The New York Times reported that Pete Buttigieg, the Democratic hopeful and South Bend, Ind., mayor, has suggested a willingness to tackle health care costs with controls. Although other Democrats have talked about attacking Big Pharma’s sky-high prices, Buttigieg also is taking on hospitals — which have big money, lots of employees, and formidable political clout. Elizabeth Warren, the Massachusetts senator, also appears to be talking tougher about prices and costs in health care.
It would be good to see robust discussion of these ideas, rather than political reporters obsessing about magical words like “middle class tax hikes” to pay for a single-payer, Medicare for All plan. That option is worth discussion, even if, honestly, it may be more aspiration than reality.
The reality also persists that the Grand Old Party is determined to keep the federal government out of any role in health care, even if that inflicts punishing harm on the sick, injured, poor, working poor, middle class, children, and the elderly. Republicans — though they may fib that they aren’t doing what they are doing — have pushed a federal court case that could kill the Affordable Care Act. That could mean an end to patient protections against insurers’ caps on lifetime benefits and their discriminating against those with preexisting conditions (far too many of us). The Trump Administration, despite much boasting about its never-delivered ACA alternative and a fully realized health care plan, is scrambling behind the scenes to figure what it might do if the courts eliminate the ACA.

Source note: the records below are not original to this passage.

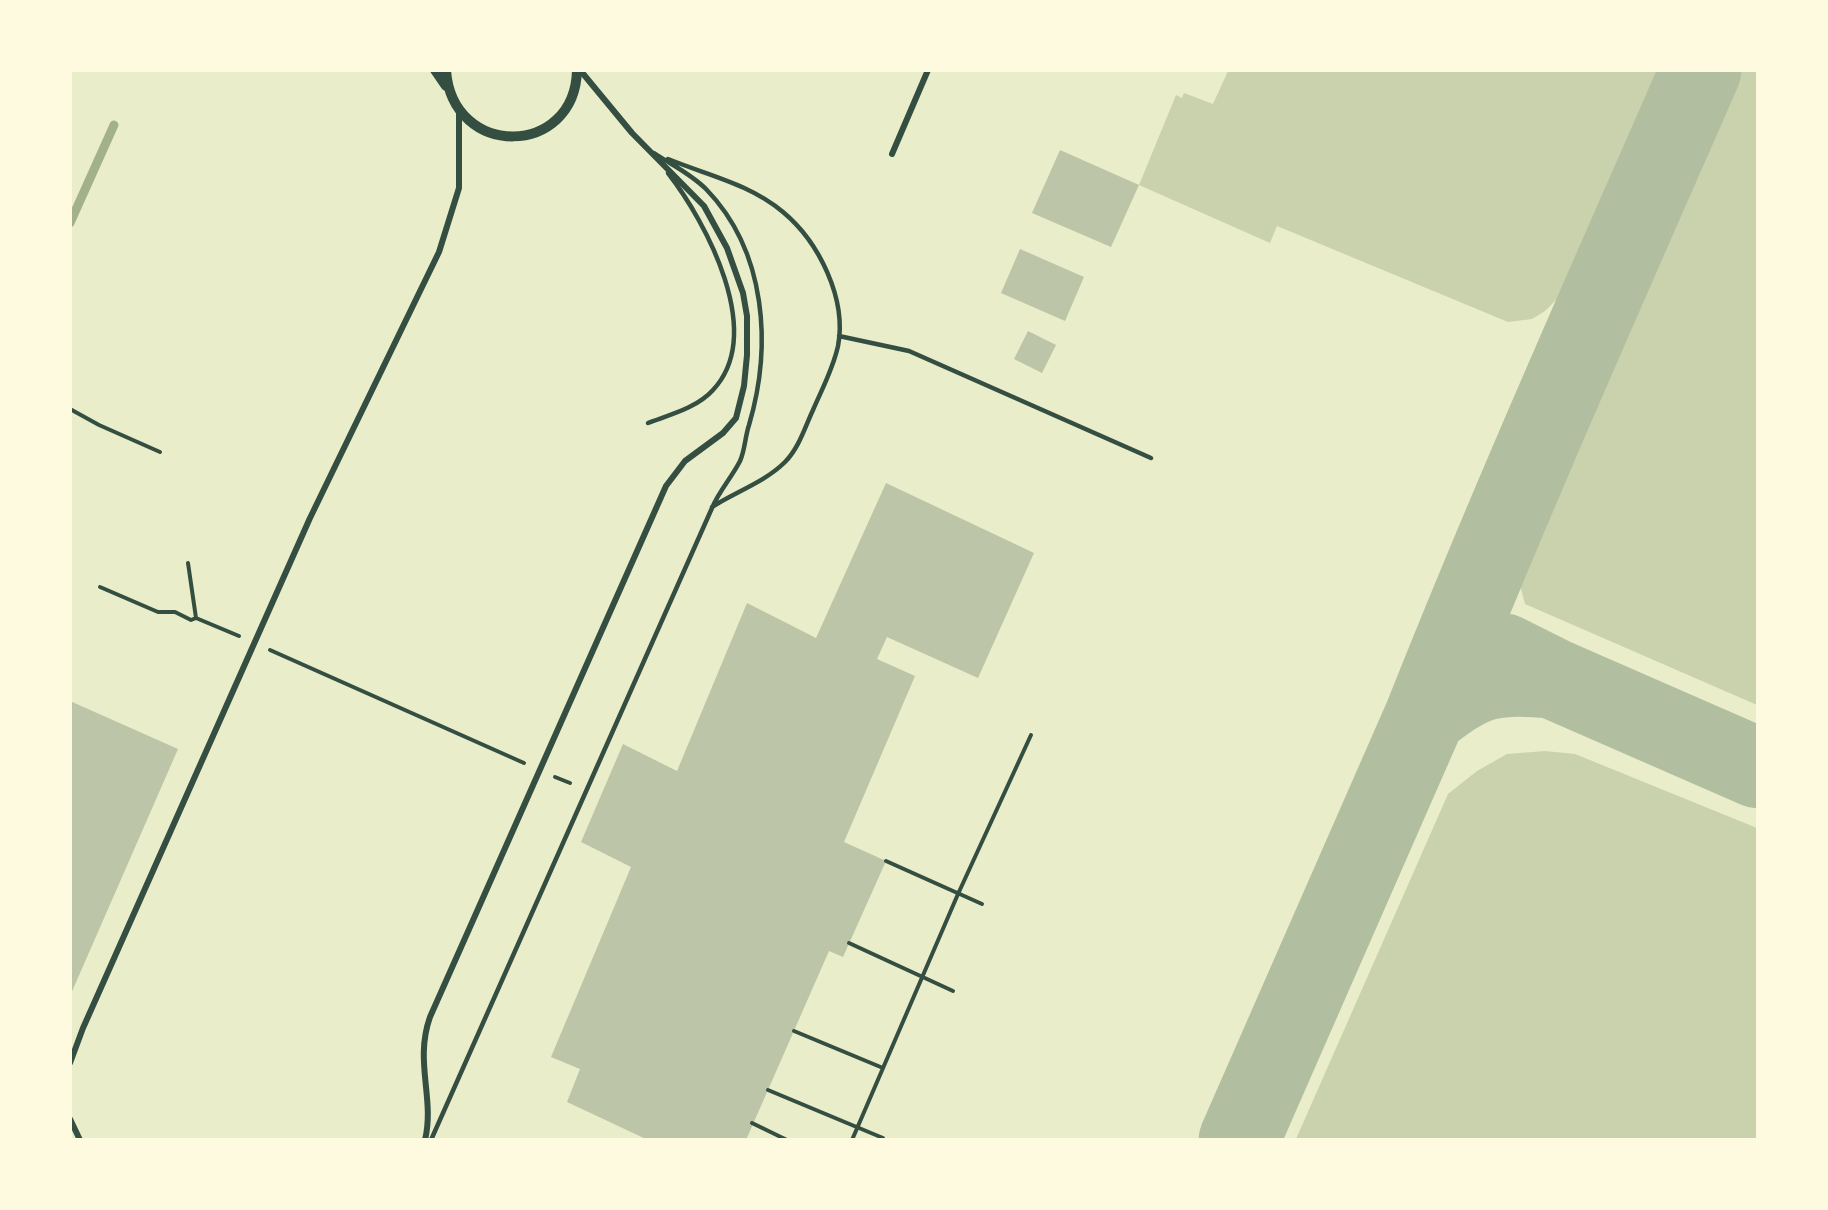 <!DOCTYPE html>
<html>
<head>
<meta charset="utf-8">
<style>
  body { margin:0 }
  #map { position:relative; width:1828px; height:1210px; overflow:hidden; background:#e9edc9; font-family:Raleway,sans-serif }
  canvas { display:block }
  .frame { position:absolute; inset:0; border:72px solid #fefae0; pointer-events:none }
</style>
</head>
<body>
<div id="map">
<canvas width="1828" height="1210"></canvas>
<div class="frame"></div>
</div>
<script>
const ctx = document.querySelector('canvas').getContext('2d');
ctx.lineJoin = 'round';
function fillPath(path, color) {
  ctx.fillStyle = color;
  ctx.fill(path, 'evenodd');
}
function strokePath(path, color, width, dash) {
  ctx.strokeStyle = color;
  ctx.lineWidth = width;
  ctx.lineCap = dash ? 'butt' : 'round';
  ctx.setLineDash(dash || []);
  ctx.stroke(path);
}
const green = new Path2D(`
  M1228,71v-1l448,1 -87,196 -44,44 -13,8 -24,3 -231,-96 -7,17 -131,-58 37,-90 6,3 2,-5 29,11z
  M1727,71h31l-1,634 -232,-101 -5,-19 1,-24 23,-70 46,-113z
  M1545,751l30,3 182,74v311h-461l152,-345 29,-23 30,-17z`);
const stream = new Path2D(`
  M70,223l44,-98`);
const taxiway = new Path2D(`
  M1504,654l48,24 206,90
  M1425,716c86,-217 182,-431 276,-646
  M1239,1140l186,-424c46,-38 68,-44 127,-38`);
const building = new Path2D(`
  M1060,150l79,35 -28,62 -79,-34z
  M1020,249l64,28 -19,44 -64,-28z
  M1028,331l28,14 -14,28 -28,-14z
  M886,483l148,70 -56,125 -91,-41 -10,22 38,17 -71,166 42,19 -43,96 -14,-6 -83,189h-98l-81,-38 13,-33 -29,-12 80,-190 -50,-25 42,-98 54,27 70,-168 69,35z
  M70,701l108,48 -108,247z`);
const path = new Path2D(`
  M70,409l29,16 61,27
  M188,563l8,55
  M100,587l58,25h17l16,8 5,-2 43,18
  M270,650l254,113
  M555,777l15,6
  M886,861l96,43
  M849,943l104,48
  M794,1031l89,37
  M768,1090l115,48
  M752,1123l35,17
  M852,1140l106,-246 73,-159`);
const service = new Path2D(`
  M668,159c39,16 82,25 115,53 36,30 64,87 55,134 -5,23 -16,43 -25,64 -8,17 -14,38 -28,52 -20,20 -50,30 -73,45
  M839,336l70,15 242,107
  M648,423c21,-8 49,-15 65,-33 53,-57 -7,-168 -45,-217
  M431,1140l281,-632c7,-17 20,-31 28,-47 5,-11 5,-24 9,-36 23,-78 18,-173 -43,-236 -15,-15 -34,-24 -52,-36`);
const minor = new Path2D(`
  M892,154l36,-84
  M70,1063l13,-35 227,-510 129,-266 20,-64v-79
  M70,1119l10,21
  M425,1140c10,-42 -11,-78 5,-123l236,-531 19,-25 38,-28 13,-15 8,-32 3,-31v-39l-4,-23 -16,-45 -23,-42 -72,-73 -52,-63`);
const tertiary = new Path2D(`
  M435,70l11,16
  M446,70c6,89 129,88 131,0`);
fillPath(green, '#cad2ad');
strokePath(stream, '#a3b18a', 9);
strokePath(taxiway, '#b2bea0', 81);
fillPath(building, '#bcc5a7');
strokePath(path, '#344e41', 4);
strokePath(service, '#344e41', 4.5);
strokePath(minor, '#344e41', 6);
strokePath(tertiary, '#344e41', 10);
</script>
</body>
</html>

A November 2019 electoral message
Virginia voters made clear this will not do, turning the state from purple to deeply Democratic blue. With the legislature and state house firmly in Democratic hands, perhaps there will be common sense regulation of firearms and no efforts to slash at Medicaid.
In Kentucky, the gubernatorial race ended up in a razor-thin Democratic victory. Let’s see if that stands, because it would, among other things, halt the unpopular GOP-led efforts to slash at Medicaid in the Bluegrass state.
The voters’ message is ringing out, politicians: Do good things to help with runaway costs and improve the health care Americans get. We’ve got work to do before that critical 2020 vote.